- Born: October 23, 1866 Chicago, Illinois, U.S.
- Died: February 25, 1954 (aged 87) Winnetka, Illinois
- Education: Kirkland School, Chicago
- Known for: Philanthropy, social reform, writing
- Spouse: William Francis Dummer ​ ​(m. 1888)​
- Children: Marion, Ethel, Katharine, Frances, William
- Parent(s): Mary Delafield Sturges and George Sturges

= Ethel Sturges Dummer =

American progressive activist and writer

Ethel Sturges Dummer (1866–1954) was a Chicago-based progressive activist, writer, and philanthropist whose interests encompassed child labor laws, prison reform, education, psychology, and conservation.

== Family life ==
Born in Chicago in 1866 to Mary (Delafield) Sturges and George Sturges, one of the city's wealthiest families. When she was a young girl, her father described her "as homely as a hedge fence" and chastised for being like the boys and climbing trees. She graduated in 1885 from the Kirkland School, a high school, in Chicago. Dummer's wide-ranging interests included biology, psychiatry, anthropology, and economics. She married William Francis Dummer (1851–1928), a prominent Chicago banker, in 1888. The couple had four daughters—Marion, Ethel, Katharine, and Frances—and a son who died in infancy.

After 1947, Dummer lived with her daughter Katharine Dummer Fisher in Winnetka, Illinois. She died in Winnetka in 1954; memorial services were held at the Institute for Juvenile Research in Chicago.

== Social activism ==
Although she had no formal education beyond secondary school and never held a paid job, Ethel Sturges Dummer played a significant role in the Chicago school of sociology and in professional sociology in general, according to sociologist Jennifer Platt. Dummer funded projects she considered important and encouraged professionals to work on them. She often provided to these professionals relevant data gathered by networks of social reformers, many of them women.

In 1905, she joined the National Child Labor Committee and the Chicago Juvenile Protective Association, and in 1908, she became a founder and trustee of the Chicago School of Civics and Philanthropy, later the University of Chicago School of Social Service Administration. She extended financial support to entities such as the Juvenile Psychopathic Institute and to prominent psychologists, psychiatrists, and sociologists including Adolf Meyer, Thomas Eliot, William Alanson White, Trigant Burrow, Katharine Anthony, Jessie Taft, and others. She funded research, writing, and administrative projects undertaken by Miriam Van Waters, a well-known prison reformer. She helped found the Illinois Society for Mental Hygiene and served on the boards of the City Club of Chicago, and the National Probation Association.

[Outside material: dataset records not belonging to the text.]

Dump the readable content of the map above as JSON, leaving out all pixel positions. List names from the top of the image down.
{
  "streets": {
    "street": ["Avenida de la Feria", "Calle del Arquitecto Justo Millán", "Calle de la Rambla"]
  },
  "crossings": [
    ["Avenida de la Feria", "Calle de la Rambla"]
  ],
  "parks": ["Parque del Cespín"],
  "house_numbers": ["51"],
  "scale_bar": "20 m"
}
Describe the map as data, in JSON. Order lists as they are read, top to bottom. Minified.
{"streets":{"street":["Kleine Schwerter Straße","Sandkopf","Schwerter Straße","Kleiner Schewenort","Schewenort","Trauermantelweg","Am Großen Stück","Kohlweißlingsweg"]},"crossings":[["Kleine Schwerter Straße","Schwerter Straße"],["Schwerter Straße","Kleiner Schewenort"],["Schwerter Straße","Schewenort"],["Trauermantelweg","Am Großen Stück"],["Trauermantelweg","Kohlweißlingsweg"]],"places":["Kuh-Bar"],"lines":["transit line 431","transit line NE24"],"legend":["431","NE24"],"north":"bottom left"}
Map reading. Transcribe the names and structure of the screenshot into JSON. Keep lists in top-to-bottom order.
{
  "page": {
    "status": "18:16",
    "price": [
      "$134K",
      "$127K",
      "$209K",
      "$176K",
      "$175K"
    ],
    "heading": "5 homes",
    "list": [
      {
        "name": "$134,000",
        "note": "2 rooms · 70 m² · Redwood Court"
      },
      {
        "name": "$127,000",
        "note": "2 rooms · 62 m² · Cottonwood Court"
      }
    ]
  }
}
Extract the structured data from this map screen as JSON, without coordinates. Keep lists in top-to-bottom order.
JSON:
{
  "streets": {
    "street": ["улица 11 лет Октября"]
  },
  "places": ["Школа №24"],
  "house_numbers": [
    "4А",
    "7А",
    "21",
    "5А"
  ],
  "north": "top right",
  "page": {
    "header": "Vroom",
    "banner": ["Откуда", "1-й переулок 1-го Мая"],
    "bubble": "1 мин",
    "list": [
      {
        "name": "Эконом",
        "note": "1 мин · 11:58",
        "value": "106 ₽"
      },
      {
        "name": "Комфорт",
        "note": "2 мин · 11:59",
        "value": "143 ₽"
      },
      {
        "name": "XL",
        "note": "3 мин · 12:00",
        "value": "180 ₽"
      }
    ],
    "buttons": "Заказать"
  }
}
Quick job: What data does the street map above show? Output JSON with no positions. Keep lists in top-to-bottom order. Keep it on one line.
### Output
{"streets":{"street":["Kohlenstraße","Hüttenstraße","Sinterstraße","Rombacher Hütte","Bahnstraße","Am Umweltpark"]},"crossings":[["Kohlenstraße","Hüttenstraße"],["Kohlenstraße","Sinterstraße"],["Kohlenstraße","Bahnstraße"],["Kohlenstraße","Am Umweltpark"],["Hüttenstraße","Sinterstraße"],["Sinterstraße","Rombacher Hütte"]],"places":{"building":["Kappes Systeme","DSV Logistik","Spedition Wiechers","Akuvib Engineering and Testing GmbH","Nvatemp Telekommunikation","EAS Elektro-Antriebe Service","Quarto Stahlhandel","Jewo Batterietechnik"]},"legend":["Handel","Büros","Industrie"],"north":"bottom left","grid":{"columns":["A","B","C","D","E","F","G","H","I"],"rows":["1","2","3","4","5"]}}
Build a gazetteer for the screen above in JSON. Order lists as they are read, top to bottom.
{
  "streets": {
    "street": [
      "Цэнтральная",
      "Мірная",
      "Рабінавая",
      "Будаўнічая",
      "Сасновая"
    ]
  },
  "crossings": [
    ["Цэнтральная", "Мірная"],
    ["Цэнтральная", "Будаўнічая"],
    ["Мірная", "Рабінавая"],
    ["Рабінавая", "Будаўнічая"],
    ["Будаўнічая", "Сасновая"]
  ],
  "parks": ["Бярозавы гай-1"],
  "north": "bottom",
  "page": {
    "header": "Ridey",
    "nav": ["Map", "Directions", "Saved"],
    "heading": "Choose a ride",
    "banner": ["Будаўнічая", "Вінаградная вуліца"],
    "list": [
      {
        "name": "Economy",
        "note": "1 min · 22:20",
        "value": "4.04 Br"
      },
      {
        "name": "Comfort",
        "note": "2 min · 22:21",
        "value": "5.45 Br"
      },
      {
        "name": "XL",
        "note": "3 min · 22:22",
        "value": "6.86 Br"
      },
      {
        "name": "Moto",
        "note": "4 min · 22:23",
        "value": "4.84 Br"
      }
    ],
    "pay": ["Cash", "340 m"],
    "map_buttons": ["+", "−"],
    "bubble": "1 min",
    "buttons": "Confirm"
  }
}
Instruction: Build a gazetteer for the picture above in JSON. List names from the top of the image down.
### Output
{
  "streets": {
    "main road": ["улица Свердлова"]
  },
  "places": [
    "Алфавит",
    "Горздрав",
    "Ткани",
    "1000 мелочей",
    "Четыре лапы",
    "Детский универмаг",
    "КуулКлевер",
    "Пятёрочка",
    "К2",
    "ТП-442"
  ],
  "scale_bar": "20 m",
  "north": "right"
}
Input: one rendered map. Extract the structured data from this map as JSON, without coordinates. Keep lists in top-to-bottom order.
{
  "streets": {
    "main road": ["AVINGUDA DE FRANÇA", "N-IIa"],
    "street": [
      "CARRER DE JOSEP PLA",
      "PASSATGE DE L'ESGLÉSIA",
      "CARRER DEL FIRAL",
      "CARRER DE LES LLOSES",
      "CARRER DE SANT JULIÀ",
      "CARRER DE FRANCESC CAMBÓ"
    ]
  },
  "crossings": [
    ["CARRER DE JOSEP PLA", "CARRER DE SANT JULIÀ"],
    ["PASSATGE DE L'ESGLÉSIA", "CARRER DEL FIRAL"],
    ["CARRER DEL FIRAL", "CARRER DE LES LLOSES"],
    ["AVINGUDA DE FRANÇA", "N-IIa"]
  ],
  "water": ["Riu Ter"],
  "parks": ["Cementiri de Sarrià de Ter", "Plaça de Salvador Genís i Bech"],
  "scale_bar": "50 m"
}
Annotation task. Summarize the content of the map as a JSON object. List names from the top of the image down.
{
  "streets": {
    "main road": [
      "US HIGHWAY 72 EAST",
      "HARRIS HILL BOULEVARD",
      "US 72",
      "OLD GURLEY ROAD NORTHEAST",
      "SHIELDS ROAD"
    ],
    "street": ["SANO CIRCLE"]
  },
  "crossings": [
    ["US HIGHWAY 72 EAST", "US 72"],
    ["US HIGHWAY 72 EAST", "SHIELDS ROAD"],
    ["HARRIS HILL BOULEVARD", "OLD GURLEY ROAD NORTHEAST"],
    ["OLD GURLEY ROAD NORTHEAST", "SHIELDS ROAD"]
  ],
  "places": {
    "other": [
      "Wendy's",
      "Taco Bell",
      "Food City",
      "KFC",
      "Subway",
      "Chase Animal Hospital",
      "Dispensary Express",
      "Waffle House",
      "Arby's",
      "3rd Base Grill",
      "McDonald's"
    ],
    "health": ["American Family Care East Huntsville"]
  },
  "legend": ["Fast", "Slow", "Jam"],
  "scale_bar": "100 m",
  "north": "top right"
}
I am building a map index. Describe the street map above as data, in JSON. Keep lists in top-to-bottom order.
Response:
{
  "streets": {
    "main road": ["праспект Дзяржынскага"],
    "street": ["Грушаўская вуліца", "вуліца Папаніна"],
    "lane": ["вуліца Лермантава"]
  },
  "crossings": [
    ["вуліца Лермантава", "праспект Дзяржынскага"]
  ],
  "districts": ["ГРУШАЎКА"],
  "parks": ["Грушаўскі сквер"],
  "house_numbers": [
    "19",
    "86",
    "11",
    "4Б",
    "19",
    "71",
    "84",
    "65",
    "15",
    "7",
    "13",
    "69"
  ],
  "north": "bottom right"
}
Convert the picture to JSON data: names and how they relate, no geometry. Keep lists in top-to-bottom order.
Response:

In September 1917, Dummer was invited by Raymond Fosdick to join the Committee on Protective Work for Girls (CPWG), along with Maude Miner, Abby Rockefeller, Vera Cushmann and Martha Falconer. The CPWG became the enforcement arm of The American Plan. Despite early reservations that the committee could be used to repress young women rather than protect them, Dummer accepted Fosdick's invitation stating "the work is somewhat appalling [but] is of great importance, and feeling sure that under Maude Miner it will be not merely repressive, but constructive in a large way, I will serve on the committee on Protective Work for Girls."

The committee started recruiting women to serve as protective officers—to hit the streets and look for women in need of protection. Dummer herself traveled to Camp Devens, in Massachusetts, to inspect conditions for women, while Miner journeyed to the Midwest. Foslick didn't provide the committee with enough money to implement an individual casework model and so Dummer funded the CPWG herself within a few months of joining.

== Published works ==
In a review of Dummer's autobiography, Why I Think So – The Autobiography of an Hypothesis (1937), Thomas Eliot of Northwestern University, said, "Mrs. Dummer is best recognized in her intellectual enthusiasms, and in her generous tributes and contributions (spiritual and material) to the work of others." She also published The Unconscious: A Symposium (1928); The Evolution of a Biological Faith (1943), and What is Thought? (1945).

Dummer's published work includes prefaces to The Unadjusted Girl by William I. Thomas (1923), a prominent sociologist and author. Concerned about the unequal treatment of women and men involved in what were known as sexual vice crimes, Dummer paid Thomas $5,000 a year for two years to research and analyze cases involving female prostitutes and unmarried mothers. Drawn to the work of Mary Boole and her husband, mathematician George Boole, Dummer supported publication of Mary Boole's collected works in 1931 and wrote a pamphlet, Mary E. Boole: A Pioneer Student of the Unconscious in 1945.